“Serious contemporary literature has failed to consider climate change as part of its narrative.” observed acclaimed writer Amitav Ghosh, speaking at an event to launch his latest book, The Great Derangement: Climate Change and the Unthinkable. Ghosh is somewhat baffled at the ignorance shown by writers towards the subject of climate change. Most of the writing on the subject takes the form of news reporting or opinion articles, usually following a natural disaster. Seldom is climate change central to a novel or a piece of fiction.
The book launch washeld recently at the Indian Institute of Science (IISc), Bangalore. Ghosh was joined in a panel discussion by Rohini Nilekani, Chairperson of the Arghyam Foundation, R. Sukumar, professor, Centre for Ecological Sciences, IISc, J. Srinivasan, professor, Centre for Atmospheric and Oceanic Sciences, IISc and Karthik Shanker, director, Dakshin Foundation.
Various topics related to climate change like lack of political action and the economics of climate change were discussed by the panel.
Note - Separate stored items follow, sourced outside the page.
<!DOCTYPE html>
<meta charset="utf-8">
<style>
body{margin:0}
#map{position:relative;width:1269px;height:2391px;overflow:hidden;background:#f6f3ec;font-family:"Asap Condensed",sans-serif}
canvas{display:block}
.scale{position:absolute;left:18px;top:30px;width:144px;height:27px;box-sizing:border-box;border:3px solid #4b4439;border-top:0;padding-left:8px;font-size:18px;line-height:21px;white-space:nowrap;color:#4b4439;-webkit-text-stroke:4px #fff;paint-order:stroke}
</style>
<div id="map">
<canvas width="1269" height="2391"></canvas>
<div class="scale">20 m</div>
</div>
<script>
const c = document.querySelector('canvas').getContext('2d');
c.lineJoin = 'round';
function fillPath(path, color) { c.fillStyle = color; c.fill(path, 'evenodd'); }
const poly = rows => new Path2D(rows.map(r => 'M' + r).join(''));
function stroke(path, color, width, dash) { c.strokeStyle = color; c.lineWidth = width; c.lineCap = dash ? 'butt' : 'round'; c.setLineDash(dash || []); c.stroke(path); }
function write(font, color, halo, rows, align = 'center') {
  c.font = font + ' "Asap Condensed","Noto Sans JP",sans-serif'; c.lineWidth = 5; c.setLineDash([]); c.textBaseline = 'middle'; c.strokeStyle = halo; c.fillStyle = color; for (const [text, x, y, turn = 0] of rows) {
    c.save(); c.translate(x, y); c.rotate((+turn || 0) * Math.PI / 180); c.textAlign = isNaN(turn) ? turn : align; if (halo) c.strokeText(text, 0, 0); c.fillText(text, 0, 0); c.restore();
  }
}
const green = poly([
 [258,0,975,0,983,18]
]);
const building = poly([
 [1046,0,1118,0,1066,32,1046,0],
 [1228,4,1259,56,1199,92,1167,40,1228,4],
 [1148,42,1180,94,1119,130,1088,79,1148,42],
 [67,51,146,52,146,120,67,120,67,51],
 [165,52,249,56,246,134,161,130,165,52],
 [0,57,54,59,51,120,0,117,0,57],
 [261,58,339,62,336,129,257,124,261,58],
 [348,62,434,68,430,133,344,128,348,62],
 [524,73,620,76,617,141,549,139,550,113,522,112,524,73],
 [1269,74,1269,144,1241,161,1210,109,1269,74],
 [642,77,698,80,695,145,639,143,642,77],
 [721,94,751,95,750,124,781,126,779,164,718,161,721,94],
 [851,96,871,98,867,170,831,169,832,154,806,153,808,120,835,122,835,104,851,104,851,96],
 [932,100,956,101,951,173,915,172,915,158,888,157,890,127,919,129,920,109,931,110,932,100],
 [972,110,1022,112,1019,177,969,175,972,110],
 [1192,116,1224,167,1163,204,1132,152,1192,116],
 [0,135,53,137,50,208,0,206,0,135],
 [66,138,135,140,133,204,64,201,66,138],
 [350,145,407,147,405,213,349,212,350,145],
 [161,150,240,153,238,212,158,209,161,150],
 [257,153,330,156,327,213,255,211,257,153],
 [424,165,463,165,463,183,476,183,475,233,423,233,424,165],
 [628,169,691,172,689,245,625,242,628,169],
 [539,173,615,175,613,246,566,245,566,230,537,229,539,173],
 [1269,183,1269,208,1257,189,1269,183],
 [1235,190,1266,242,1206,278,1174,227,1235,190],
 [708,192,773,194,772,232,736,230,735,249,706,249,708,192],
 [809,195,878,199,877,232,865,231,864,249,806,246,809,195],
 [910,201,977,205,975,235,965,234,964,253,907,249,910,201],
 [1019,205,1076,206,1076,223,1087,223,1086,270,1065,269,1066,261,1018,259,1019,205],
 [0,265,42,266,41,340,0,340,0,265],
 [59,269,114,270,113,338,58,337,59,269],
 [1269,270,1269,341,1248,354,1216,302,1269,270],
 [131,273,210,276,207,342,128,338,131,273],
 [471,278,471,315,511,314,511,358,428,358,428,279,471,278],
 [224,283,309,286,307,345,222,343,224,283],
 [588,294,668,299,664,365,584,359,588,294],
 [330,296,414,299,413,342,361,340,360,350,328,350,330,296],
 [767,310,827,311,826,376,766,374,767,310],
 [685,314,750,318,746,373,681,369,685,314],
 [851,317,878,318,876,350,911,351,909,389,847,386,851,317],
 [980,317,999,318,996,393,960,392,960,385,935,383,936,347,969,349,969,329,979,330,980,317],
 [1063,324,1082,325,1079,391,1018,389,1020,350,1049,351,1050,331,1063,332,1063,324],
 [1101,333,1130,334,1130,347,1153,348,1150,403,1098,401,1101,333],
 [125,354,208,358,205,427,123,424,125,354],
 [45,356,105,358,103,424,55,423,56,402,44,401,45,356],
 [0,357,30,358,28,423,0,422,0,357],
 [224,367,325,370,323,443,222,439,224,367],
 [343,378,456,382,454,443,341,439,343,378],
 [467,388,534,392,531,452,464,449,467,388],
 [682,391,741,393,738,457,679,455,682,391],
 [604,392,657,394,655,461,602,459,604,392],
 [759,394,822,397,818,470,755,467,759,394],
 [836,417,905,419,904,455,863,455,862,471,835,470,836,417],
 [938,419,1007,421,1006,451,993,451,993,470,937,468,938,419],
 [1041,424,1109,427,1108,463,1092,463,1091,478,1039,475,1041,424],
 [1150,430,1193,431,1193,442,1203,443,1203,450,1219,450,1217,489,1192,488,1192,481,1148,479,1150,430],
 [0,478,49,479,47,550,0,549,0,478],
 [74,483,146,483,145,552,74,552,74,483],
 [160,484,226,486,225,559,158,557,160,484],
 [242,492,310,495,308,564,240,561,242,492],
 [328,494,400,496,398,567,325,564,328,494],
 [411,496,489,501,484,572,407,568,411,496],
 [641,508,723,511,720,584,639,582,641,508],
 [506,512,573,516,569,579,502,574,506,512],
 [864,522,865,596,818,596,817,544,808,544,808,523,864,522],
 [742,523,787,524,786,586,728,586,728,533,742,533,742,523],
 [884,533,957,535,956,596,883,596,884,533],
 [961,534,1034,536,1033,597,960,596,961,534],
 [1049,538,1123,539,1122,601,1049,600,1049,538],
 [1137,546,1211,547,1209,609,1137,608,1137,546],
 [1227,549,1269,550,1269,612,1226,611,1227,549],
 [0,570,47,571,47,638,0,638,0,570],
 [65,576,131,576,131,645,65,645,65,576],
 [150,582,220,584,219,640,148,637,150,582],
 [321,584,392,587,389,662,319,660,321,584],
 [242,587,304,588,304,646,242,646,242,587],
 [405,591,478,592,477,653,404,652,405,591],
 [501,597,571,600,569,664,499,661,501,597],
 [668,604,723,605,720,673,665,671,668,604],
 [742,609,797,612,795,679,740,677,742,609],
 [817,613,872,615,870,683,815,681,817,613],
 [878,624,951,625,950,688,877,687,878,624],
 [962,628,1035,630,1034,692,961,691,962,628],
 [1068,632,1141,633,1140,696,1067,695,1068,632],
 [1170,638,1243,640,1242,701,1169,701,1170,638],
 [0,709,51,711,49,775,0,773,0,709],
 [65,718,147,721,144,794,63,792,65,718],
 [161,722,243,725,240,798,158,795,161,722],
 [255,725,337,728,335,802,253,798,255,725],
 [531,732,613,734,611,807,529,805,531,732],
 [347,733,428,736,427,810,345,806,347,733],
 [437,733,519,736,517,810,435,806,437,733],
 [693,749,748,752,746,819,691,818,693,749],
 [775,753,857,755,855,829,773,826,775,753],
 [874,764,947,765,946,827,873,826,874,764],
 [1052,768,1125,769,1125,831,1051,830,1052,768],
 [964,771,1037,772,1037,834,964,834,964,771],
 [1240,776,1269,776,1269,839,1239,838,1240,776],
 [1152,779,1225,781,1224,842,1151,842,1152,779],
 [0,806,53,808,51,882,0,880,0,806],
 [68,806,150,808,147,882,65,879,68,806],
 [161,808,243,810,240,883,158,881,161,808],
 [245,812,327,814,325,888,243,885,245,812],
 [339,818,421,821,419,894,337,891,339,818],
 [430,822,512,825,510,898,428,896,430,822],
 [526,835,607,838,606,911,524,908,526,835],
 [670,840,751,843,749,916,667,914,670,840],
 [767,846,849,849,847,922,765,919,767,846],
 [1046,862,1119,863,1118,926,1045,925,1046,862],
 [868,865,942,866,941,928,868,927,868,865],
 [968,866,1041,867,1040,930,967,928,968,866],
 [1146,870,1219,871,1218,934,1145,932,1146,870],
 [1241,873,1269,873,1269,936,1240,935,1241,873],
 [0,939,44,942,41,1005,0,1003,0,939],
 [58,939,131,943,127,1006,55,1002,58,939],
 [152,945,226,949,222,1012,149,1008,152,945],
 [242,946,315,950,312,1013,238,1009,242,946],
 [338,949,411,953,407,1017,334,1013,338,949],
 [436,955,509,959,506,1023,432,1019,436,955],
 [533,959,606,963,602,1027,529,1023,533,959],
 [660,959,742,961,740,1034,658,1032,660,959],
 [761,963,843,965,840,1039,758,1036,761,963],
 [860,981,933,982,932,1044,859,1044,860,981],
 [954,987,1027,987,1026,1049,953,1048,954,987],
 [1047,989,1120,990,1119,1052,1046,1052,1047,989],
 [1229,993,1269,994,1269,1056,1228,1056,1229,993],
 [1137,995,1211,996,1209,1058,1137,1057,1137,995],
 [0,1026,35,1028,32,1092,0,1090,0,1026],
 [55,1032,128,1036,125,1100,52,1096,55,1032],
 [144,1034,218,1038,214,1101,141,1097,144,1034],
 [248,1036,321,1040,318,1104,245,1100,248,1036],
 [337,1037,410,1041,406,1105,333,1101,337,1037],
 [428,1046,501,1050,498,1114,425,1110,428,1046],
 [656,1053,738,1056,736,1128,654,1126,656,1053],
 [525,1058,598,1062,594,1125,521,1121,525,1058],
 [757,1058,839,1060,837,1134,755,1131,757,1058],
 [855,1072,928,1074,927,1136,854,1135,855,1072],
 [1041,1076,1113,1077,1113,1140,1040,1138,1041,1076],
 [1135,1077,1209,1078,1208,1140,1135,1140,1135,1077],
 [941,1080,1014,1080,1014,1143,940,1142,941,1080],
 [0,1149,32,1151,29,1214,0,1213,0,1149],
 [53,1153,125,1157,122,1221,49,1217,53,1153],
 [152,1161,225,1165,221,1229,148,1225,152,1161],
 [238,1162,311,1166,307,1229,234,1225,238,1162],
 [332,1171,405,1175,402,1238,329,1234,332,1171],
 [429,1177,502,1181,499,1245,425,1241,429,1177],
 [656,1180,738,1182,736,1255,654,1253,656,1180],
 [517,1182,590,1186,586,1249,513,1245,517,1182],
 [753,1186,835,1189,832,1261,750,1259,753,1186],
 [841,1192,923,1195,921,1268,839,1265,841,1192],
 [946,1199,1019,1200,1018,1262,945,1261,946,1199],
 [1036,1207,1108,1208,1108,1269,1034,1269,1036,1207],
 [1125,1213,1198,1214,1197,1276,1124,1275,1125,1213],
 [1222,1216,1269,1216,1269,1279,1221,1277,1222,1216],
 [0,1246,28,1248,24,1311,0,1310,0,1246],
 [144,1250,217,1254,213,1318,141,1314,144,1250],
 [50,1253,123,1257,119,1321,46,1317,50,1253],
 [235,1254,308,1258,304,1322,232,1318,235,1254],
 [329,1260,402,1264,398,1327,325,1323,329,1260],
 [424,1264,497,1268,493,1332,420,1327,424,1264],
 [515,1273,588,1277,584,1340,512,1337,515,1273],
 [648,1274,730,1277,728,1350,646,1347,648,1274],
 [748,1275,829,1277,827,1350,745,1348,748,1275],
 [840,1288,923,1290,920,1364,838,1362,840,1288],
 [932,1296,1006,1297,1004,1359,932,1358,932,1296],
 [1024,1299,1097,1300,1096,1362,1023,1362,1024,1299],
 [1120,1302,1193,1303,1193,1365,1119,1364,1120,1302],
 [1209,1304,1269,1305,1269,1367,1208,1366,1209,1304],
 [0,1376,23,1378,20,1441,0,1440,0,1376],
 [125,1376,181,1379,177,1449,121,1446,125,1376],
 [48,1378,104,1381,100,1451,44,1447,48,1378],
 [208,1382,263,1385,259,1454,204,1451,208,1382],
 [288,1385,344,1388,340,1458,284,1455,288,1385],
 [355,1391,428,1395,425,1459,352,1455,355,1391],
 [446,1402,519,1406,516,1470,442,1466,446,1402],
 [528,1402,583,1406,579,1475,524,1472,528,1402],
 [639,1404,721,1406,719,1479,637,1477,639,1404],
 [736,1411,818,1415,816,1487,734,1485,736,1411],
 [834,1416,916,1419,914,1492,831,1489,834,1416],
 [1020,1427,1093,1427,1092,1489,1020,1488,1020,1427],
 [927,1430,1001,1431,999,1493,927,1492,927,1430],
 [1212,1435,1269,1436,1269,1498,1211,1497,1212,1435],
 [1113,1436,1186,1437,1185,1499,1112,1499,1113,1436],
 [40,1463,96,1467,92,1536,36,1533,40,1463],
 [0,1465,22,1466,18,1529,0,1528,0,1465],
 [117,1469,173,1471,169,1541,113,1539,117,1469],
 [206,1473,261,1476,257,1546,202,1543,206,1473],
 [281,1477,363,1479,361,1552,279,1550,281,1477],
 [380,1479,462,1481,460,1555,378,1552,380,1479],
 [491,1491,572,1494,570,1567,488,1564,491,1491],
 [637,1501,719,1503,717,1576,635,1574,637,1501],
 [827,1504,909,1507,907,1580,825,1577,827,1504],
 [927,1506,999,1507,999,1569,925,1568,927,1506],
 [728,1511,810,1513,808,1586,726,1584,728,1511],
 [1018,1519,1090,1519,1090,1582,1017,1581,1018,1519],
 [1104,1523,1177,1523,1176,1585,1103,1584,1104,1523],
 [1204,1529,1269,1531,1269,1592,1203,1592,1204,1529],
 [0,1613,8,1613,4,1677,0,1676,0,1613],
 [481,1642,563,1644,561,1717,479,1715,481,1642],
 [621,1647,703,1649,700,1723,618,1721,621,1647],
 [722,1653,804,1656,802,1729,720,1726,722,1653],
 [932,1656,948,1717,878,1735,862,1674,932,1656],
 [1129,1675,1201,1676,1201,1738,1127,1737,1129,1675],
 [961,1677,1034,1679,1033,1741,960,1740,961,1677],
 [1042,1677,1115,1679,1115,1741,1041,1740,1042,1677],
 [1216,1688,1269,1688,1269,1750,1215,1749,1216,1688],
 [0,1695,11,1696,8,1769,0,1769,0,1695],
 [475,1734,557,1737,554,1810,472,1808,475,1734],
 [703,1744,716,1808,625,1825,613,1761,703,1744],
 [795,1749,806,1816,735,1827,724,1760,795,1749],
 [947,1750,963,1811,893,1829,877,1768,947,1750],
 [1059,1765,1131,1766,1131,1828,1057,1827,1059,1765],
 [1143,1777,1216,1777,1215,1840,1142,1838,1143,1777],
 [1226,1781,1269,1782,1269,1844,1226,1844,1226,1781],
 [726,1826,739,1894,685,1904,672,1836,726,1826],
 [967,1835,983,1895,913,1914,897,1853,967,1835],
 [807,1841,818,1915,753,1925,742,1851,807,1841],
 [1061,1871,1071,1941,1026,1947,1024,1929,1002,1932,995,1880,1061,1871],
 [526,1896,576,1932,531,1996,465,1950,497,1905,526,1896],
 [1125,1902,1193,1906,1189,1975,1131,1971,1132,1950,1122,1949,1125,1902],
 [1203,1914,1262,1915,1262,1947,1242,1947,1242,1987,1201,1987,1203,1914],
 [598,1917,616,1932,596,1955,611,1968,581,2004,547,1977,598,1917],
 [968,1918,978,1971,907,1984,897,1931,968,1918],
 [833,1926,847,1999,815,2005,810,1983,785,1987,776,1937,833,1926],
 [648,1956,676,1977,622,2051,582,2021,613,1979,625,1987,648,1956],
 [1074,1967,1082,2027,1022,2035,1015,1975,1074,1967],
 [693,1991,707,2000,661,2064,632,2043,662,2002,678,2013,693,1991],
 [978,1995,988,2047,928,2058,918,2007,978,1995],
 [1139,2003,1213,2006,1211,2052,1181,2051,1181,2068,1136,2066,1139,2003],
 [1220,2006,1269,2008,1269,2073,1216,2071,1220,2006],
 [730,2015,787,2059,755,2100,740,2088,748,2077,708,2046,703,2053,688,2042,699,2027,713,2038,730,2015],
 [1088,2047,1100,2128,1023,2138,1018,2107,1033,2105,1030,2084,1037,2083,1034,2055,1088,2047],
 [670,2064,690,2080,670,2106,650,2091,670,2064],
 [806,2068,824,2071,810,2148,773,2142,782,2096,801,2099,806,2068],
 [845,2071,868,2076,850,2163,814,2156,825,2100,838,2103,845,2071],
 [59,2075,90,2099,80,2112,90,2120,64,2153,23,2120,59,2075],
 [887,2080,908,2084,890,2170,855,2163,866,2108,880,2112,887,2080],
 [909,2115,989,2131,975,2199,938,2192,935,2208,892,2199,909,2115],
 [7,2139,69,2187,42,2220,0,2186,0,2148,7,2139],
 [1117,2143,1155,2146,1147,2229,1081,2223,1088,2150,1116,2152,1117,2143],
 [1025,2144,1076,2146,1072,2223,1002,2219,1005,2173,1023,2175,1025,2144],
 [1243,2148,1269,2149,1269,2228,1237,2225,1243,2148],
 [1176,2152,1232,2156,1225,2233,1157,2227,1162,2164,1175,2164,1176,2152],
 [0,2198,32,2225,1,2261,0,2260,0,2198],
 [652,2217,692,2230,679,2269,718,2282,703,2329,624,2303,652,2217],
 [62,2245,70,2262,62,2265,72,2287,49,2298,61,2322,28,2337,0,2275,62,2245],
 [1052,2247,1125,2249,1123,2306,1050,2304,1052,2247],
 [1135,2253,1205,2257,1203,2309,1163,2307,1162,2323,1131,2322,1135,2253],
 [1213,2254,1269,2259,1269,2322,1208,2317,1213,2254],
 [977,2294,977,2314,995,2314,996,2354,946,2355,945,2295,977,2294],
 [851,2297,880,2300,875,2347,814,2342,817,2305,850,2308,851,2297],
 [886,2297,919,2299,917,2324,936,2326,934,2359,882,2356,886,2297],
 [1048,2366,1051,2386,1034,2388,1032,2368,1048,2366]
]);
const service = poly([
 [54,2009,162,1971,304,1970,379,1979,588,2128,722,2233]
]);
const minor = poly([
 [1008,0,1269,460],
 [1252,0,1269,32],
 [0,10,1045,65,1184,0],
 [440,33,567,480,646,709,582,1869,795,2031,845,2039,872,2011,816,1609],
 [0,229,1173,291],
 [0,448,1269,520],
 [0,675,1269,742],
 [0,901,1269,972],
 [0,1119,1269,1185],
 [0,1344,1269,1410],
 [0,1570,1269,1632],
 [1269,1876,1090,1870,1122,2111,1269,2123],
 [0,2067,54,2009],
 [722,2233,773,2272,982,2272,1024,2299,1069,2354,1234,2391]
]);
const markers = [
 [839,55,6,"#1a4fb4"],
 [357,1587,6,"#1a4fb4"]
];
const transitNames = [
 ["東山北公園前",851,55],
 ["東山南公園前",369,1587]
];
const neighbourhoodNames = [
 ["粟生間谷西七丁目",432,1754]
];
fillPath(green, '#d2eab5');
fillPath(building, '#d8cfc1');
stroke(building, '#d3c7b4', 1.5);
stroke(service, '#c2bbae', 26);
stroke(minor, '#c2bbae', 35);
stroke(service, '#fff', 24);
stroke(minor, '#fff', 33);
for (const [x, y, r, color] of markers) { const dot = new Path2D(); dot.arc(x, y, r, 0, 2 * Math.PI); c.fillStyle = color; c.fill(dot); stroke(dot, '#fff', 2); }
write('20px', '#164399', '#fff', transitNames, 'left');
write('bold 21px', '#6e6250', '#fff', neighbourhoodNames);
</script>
However, Ghosh was particularly interested in the science of climate change and the communication of the phenomenon. He opined that scientists working in the field of climate change have couched the subject in technical language riddled with jargon, making it incomprehensible to public at large. This should not be the case, he added, since climate change is not as complicated to understand as something like string theory. Ghosh doesn’t think it is only the scientific community at fault. He pointed out that even artists, writers, politicians and lawyers have been unable to bring this most serious of threats facing the world in public conscience. He recollected a meeting with two famous artists soon after the deluge in Mumbai. He was surprised to learn that despite the flood damaging the artists’ work, the event had never been depicted in their art. The effects of climate change have featured in some of Ghosh’s previous work like The Hungry Tide. In his initial comments, Ghosh also underscored that society at large must take responsibility for its actions. He noted, “Communities believe this is an issue of communication. They think that if people understand they will act. I personally believe the issue is much grimmer. People do know everything but they refuse to act.”
Sukumar, speaking next, observed that although the idea of climate change was propagated by science almost 30 years ago, it has only started to feature in our conversations in little over the past decade. He thinks it only really caught people’s imagination after the Nobel Peace Prize was awarded to Intergovernmental Panel for Climate Change and Al Gore in 2007. Sukumar declared that one challenge in communicating the impact of climate change in India is the paucity of information, apart from the greater levels of uncertainty in weather patterns. For example, temperatures will rise, monsoons will be affected, glaciers will melt and sea levels will rise. “But we don’t have clear information on actual impact, so how does one plan and adapt?,” wonders Sukumar.
He was followed by Srinivasan who said, “In India, climate change is occurring due to confluence of factors. It may not have an immediate impact. Factors such as population explosion and aerosol usage has contributed significantly to climate change.” He is of the opinion that it is a human-induced phenomenon. Being a populous and developing country like India is a challenge for governments and societies alike to combat a problem like
At the end of the discussion, the packed audience had a whole range of questions for the panel. From wanting to know what one can do at an individual level to mitigate the effects of climate change, to commenting on how caricatures in children books serve to educate them about their future world, the audience had pointed questions for the panel.
Ghosh’s hopes that the book starts a conversation among all strata of the society about the ailments plaguing our only planet. The society needs to be aware as “climate change is not about economic conditions but political arrangements too.”